By Marvin Tutt, Chief Executive Officer, Caia Tech
Introduction
Git and Temporal, two open source projects developed over decades with massive investment from the world’s leading technology companies, can be combined to create powerful infrastructure patterns. This article explores how these tools work together for configuration management, workflow orchestration, and infrastructure automation.
Understanding Git Beyond Version Control
Git, created in 2005 by Linus Torvalds for Linux kernel development, has capabilities that extend far beyond tracking code changes. After 19 years of continuous development by thousands of contributors, Git provides a robust foundation for infrastructure automation.
Git’s Infrastructure Capabilities
Cryptographic Integrity: Every commit in Git uses SHA-1 hashing to create an immutable audit trail. Any modification to historical data is immediately detectable through hash verification.
Distributed Architecture: Git operates without requiring a central server. Each repository clone contains the complete history, enabling resilient, offline-capable operations.
Branch Isolation: Git branches provide perfect isolation for parallel development. This same mechanism works for isolating configurations, environments, or customer data.
Efficient Storage: Git’s packfile format and delta compression make it efficient for storing configuration files, documentation, and structured data—not just source code.
Understanding Temporal for Workflow Orchestration
Temporal emerged from Uber’s need to orchestrate millions of workflows reliably. The team that originally built Uber’s Cadence workflow engine founded Temporal to bring enterprise-grade workflow orchestration to the broader market.
Temporal’s Core Capabilities
Durable Execution: Workflows in Temporal survive server crashes, network failures, and data center outages. The system automatically resumes execution exactly where it left off.
Deterministic Replay: Temporal can replay any workflow execution exactly as it originally ran, providing debugging capabilities that make complex distributed system failures understandable.
Built-in Reliability: Retry logic, timeout handling, and error management are built into Temporal’s execution model. Developers write business logic while Temporal handles the distributed systems complexity.
Event Sourcing: Every action in a workflow is recorded as an event, creating a complete, queryable history of all executions.

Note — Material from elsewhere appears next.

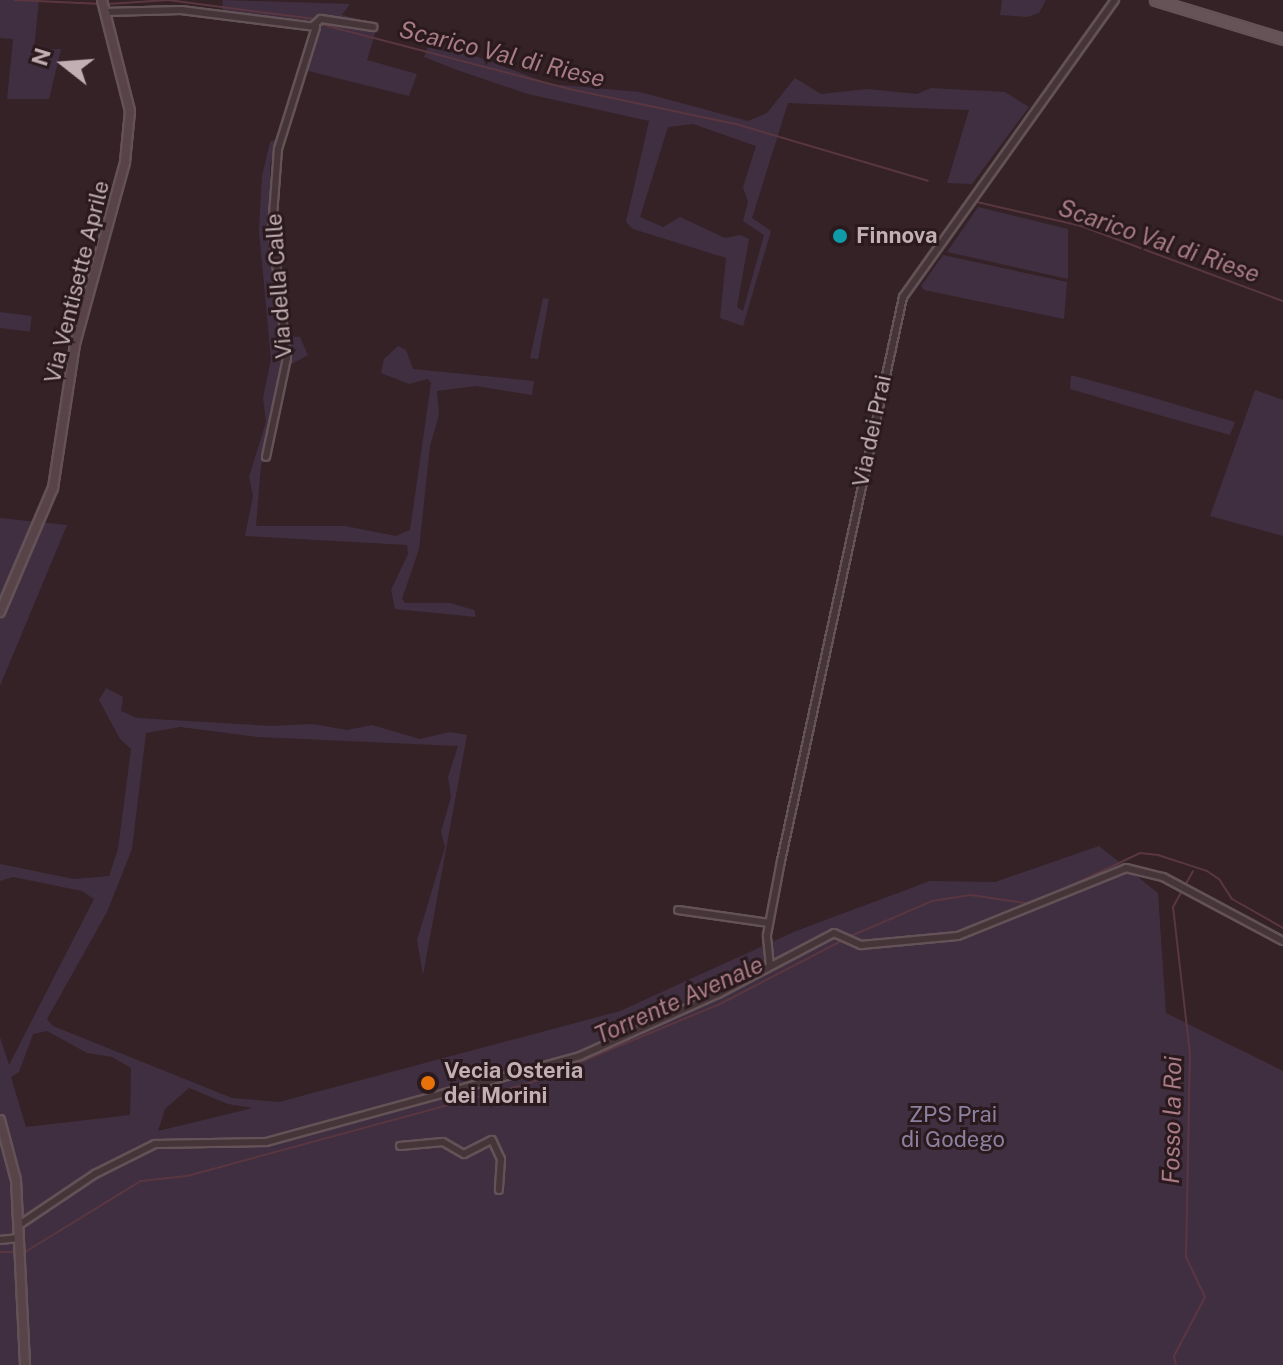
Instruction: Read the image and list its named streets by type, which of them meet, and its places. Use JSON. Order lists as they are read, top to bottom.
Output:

The Git + Temporal Architecture Pattern
When combined, Git and Temporal create a pattern where Git serves as the source of truth for all configuration and state, while Temporal orchestrates the workflows that interact with this data.
How They Work Together
- Configuration stored in Git: All system configuration, infrastructure definitions, and application settings live in Git repositories
- Temporal orchestrates changes: Workflows read from Git, process changes, and write results back
- Git hooks trigger workflows: Commits to specific branches or paths trigger Temporal workflows
- Complete audit trail: Both systems maintain detailed history of all changes and executions
Example: Configuration Management System
Consider a configuration management system built with Git and Temporal:
# Stored in Git: configs/production/database.yaml
database:
host: db.production.internal
port: 5432
max_connections: 100
ssl_enabled: true# Temporal workflow
@workflow.defn
class ConfigurationWorkflow:
@workflow.run
async def apply_configuration(self, config_path: str):
# Fetch configuration from Git
config = await workflow.execute_activity(
fetch_from_git,
args=[config_path],
start_to_close_timeout=timedelta(seconds=10)
)
# Validate configuration
validation_result = await workflow.execute_activity(
validate_config,
args=[config],
start_to_close_timeout=timedelta(seconds=5)
)
if not validation_result.is_valid:
raise Exception(f"Invalid configuration: {validation_result.errors}")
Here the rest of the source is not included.